-- MATERIAL PROVIDED follows --
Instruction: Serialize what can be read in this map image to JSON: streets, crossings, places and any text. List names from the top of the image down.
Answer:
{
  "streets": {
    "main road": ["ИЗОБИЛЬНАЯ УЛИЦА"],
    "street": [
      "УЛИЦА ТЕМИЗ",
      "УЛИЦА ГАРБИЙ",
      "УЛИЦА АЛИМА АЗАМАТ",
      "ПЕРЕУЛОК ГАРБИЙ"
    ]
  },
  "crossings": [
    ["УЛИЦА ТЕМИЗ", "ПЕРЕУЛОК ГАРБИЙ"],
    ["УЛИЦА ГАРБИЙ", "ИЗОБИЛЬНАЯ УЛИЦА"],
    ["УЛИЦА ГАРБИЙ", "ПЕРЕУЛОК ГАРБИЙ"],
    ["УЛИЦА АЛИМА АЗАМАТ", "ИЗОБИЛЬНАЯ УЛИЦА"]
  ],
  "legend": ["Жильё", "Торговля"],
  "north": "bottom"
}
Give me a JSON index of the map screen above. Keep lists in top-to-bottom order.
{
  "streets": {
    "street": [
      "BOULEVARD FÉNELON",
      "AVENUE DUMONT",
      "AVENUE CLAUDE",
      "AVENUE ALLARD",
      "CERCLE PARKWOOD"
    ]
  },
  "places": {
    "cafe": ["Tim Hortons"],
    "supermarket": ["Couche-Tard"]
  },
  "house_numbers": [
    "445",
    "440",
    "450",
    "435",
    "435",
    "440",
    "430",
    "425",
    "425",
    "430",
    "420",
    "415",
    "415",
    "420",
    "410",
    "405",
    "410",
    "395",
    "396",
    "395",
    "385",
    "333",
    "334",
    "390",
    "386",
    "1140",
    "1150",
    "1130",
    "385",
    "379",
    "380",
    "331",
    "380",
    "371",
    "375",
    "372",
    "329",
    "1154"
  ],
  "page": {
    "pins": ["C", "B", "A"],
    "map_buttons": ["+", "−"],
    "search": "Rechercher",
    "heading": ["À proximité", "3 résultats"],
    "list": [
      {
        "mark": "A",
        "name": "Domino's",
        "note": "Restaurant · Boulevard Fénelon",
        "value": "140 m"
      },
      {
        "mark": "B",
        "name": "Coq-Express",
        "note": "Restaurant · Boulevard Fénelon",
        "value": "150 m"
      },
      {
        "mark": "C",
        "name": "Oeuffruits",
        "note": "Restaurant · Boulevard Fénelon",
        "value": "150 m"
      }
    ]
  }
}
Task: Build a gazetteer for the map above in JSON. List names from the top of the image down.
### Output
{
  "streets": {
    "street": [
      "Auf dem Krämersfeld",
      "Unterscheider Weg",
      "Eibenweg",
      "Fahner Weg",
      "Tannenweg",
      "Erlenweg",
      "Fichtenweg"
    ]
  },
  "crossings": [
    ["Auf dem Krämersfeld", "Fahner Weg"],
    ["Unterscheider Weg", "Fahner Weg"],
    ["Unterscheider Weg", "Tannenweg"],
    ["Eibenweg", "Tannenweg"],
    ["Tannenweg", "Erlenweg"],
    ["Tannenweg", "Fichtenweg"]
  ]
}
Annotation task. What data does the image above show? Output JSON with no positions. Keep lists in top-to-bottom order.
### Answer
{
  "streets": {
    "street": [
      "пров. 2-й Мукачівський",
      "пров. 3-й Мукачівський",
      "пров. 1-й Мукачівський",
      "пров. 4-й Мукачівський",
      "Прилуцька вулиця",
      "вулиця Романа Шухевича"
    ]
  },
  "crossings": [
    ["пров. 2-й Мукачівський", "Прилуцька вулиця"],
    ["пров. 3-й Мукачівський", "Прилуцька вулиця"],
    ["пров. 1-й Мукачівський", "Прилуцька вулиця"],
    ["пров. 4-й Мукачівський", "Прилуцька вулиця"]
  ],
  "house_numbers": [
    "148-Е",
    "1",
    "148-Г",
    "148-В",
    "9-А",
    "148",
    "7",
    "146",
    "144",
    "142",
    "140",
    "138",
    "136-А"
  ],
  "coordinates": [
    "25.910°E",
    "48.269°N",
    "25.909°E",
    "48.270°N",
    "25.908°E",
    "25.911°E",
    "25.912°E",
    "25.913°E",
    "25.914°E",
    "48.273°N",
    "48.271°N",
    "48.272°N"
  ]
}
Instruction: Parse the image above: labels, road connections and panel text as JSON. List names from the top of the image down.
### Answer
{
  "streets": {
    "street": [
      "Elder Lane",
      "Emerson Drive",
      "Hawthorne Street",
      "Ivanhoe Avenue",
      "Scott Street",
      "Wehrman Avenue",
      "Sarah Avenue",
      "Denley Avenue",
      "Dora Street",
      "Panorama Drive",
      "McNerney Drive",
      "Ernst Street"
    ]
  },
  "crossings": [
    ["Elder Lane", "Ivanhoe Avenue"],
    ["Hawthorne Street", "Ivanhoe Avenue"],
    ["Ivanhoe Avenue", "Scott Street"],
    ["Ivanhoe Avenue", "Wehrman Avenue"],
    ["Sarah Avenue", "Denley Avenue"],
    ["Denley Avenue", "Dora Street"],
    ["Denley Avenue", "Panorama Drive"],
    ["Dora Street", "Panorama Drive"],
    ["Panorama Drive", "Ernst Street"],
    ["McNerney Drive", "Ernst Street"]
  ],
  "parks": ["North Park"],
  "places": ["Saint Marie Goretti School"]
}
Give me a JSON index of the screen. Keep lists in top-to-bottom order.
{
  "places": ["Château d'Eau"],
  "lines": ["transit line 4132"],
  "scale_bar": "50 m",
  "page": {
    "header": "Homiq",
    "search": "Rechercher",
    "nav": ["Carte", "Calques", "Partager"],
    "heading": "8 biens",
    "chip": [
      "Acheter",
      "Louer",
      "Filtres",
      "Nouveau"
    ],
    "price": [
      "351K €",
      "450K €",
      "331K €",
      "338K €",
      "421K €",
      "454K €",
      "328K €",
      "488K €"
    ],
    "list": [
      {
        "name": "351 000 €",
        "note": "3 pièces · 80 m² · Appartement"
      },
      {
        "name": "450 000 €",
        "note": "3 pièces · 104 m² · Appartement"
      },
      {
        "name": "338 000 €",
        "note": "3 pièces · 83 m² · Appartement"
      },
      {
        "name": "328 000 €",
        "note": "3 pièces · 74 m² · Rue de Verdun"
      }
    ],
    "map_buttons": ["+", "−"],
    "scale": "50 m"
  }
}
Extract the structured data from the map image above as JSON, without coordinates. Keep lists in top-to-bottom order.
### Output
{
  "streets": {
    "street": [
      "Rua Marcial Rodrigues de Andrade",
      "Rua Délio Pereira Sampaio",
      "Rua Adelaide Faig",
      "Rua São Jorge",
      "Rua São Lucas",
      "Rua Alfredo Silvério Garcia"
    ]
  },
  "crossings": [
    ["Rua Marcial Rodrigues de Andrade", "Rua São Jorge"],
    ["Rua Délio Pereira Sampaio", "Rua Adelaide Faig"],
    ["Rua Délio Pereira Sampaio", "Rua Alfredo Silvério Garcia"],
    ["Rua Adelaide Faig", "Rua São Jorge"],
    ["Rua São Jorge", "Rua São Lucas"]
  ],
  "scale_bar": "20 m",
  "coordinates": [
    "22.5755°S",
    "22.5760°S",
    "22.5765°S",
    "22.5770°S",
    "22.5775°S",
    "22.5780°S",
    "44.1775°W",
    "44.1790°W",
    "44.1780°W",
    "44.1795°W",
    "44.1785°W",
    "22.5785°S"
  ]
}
-- MATERIAL PROVIDED concluded --
* **EXERCISE BRIEF**
Your task is to copy every entry above, exactly as written.

* **OUTPUT FOR THIS EXERCISE**
Instruction: Serialize what can be read in this map image to JSON: streets, crossings, places and any text. List names from the top of the image down.
Answer:
{
  "streets": {
    "main road": ["ИЗОБИЛЬНАЯ УЛИЦА"],
    "street": [
      "УЛИЦА ТЕМИЗ",
      "УЛИЦА ГАРБИЙ",
      "УЛИЦА АЛИМА АЗАМАТ",
      "ПЕРЕУЛОК ГАРБИЙ"
    ]
  },
  "crossings": [
    ["УЛИЦА ТЕМИЗ", "ПЕРЕУЛОК ГАРБИЙ"],
    ["УЛИЦА ГАРБИЙ", "ИЗОБИЛЬНАЯ УЛИЦА"],
    ["УЛИЦА ГАРБИЙ", "ПЕРЕУЛОК ГАРБИЙ"],
    ["УЛИЦА АЛИМА АЗАМАТ", "ИЗОБИЛЬНАЯ УЛИЦА"]
  ],
  "legend": ["Жильё", "Торговля"],
  "north": "bottom"
}
Give me a JSON index of the map screen above. Keep lists in top-to-bottom order.
{
  "streets": {
    "street": [
      "BOULEVARD FÉNELON",
      "AVENUE DUMONT",
      "AVENUE CLAUDE",
      "AVENUE ALLARD",
      "CERCLE PARKWOOD"
    ]
  },
  "places": {
    "cafe": ["Tim Hortons"],
    "supermarket": ["Couche-Tard"]
  },
  "house_numbers": [
    "445",
    "440",
    "450",
    "435",
    "435",
    "440",
    "430",
    "425",
    "425",
    "430",
    "420",
    "415",
    "415",
    "420",
    "410",
    "405",
    "410",
    "395",
    "396",
    "395",
    "385",
    "333",
    "334",
    "390",
    "386",
    "1140",
    "1150",
    "1130",
    "385",
    "379",
    "380",
    "331",
    "380",
    "371",
    "375",
    "372",
    "329",
    "1154"
  ],
  "page": {
    "pins": ["C", "B", "A"],
    "map_buttons": ["+", "−"],
    "search": "Rechercher",
    "heading": ["À proximité", "3 résultats"],
    "list": [
      {
        "mark": "A",
        "name": "Domino's",
        "note": "Restaurant · Boulevard Fénelon",
        "value": "140 m"
      },
      {
        "mark": "B",
        "name": "Coq-Express",
        "note": "Restaurant · Boulevard Fénelon",
        "value": "150 m"
      },
      {
        "mark": "C",
        "name": "Oeuffruits",
        "note": "Restaurant · Boulevard Fénelon",
        "value": "150 m"
      }
    ]
  }
}
Task: Build a gazetteer for the map above in JSON. List names from the top of the image down.
### Output
{
  "streets": {
    "street": [
      "Auf dem Krämersfeld",
      "Unterscheider Weg",
      "Eibenweg",
      "Fahner Weg",
      "Tannenweg",
      "Erlenweg",
      "Fichtenweg"
    ]
  },
  "crossings": [
    ["Auf dem Krämersfeld", "Fahner Weg"],
    ["Unterscheider Weg", "Fahner Weg"],
    ["Unterscheider Weg", "Tannenweg"],
    ["Eibenweg", "Tannenweg"],
    ["Tannenweg", "Erlenweg"],
    ["Tannenweg", "Fichtenweg"]
  ]
}
Annotation task. What data does the image above show? Output JSON with no positions. Keep lists in top-to-bottom order.
### Answer
{
  "streets": {
    "street": [
      "пров. 2-й Мукачівський",
      "пров. 3-й Мукачівський",
      "пров. 1-й Мукачівський",
      "пров. 4-й Мукачівський",
      "Прилуцька вулиця",
      "вулиця Романа Шухевича"
    ]
  },
  "crossings": [
    ["пров. 2-й Мукачівський", "Прилуцька вулиця"],
    ["пров. 3-й Мукачівський", "Прилуцька вулиця"],
    ["пров. 1-й Мукачівський", "Прилуцька вулиця"],
    ["пров. 4-й Мукачівський", "Прилуцька вулиця"]
  ],
  "house_numbers": [
    "148-Е",
    "1",
    "148-Г",
    "148-В",
    "9-А",
    "148",
    "7",
    "146",
    "144",
    "142",
    "140",
    "138",
    "136-А"
  ],
  "coordinates": [
    "25.910°E",
    "48.269°N",
    "25.909°E",
    "48.270°N",
    "25.908°E",
    "25.911°E",
    "25.912°E",
    "25.913°E",
    "25.914°E",
    "48.273°N",
    "48.271°N",
    "48.272°N"
  ]
}
Instruction: Parse the image above: labels, road connections and panel text as JSON. List names from the top of the image down.
### Answer
{
  "streets": {
    "street": [
      "Elder Lane",
      "Emerson Drive",
      "Hawthorne Street",
      "Ivanhoe Avenue",
      "Scott Street",
      "Wehrman Avenue",
      "Sarah Avenue",
      "Denley Avenue",
      "Dora Street",
      "Panorama Drive",
      "McNerney Drive",
      "Ernst Street"
    ]
  },
  "crossings": [
    ["Elder Lane", "Ivanhoe Avenue"],
    ["Hawthorne Street", "Ivanhoe Avenue"],
    ["Ivanhoe Avenue", "Scott Street"],
    ["Ivanhoe Avenue", "Wehrman Avenue"],
    ["Sarah Avenue", "Denley Avenue"],
    ["Denley Avenue", "Dora Street"],
    ["Denley Avenue", "Panorama Drive"],
    ["Dora Street", "Panorama Drive"],
    ["Panorama Drive", "Ernst Street"],
    ["McNerney Drive", "Ernst Street"]
  ],
  "parks": ["North Park"],
  "places": ["Saint Marie Goretti School"]
}
Give me a JSON index of the screen. Keep lists in top-to-bottom order.
{
  "places": ["Château d'Eau"],
  "lines": ["transit line 4132"],
  "scale_bar": "50 m",
  "page": {
    "header": "Homiq",
    "search": "Rechercher",
    "nav": ["Carte", "Calques", "Partager"],
    "heading": "8 biens",
    "chip": [
      "Acheter",
      "Louer",
      "Filtres",
      "Nouveau"
    ],
    "price": [
      "351K €",
      "450K €",
      "331K €",
      "338K €",
      "421K €",
      "454K €",
      "328K €",
      "488K €"
    ],
    "list": [
      {
        "name": "351 000 €",
        "note": "3 pièces · 80 m² · Appartement"
      },
      {
        "name": "450 000 €",
        "note": "3 pièces · 104 m² · Appartement"
      },
      {
        "name": "338 000 €",
        "note": "3 pièces · 83 m² · Appartement"
      },
      {
        "name": "328 000 €",
        "note": "3 pièces · 74 m² · Rue de Verdun"
      }
    ],
    "map_buttons": ["+", "−"],
    "scale": "50 m"
  }
}
Extract the structured data from the map image above as JSON, without coordinates. Keep lists in top-to-bottom order.
### Output
{
  "streets": {
    "street": [
      "Rua Marcial Rodrigues de Andrade",
      "Rua Délio Pereira Sampaio",
      "Rua Adelaide Faig",
      "Rua São Jorge",
      "Rua São Lucas",
      "Rua Alfredo Silvério Garcia"
    ]
  },
  "crossings": [
    ["Rua Marcial Rodrigues de Andrade", "Rua São Jorge"],
    ["Rua Délio Pereira Sampaio", "Rua Adelaide Faig"],
    ["Rua Délio Pereira Sampaio", "Rua Alfredo Silvério Garcia"],
    ["Rua Adelaide Faig", "Rua São Jorge"],
    ["Rua São Jorge", "Rua São Lucas"]
  ],
  "scale_bar": "20 m",
  "coordinates": [
    "22.5755°S",
    "22.5760°S",
    "22.5765°S",
    "22.5770°S",
    "22.5775°S",
    "22.5780°S",
    "44.1775°W",
    "44.1790°W",
    "44.1780°W",
    "44.1795°W",
    "44.1785°W",
    "22.5785°S"
  ]
}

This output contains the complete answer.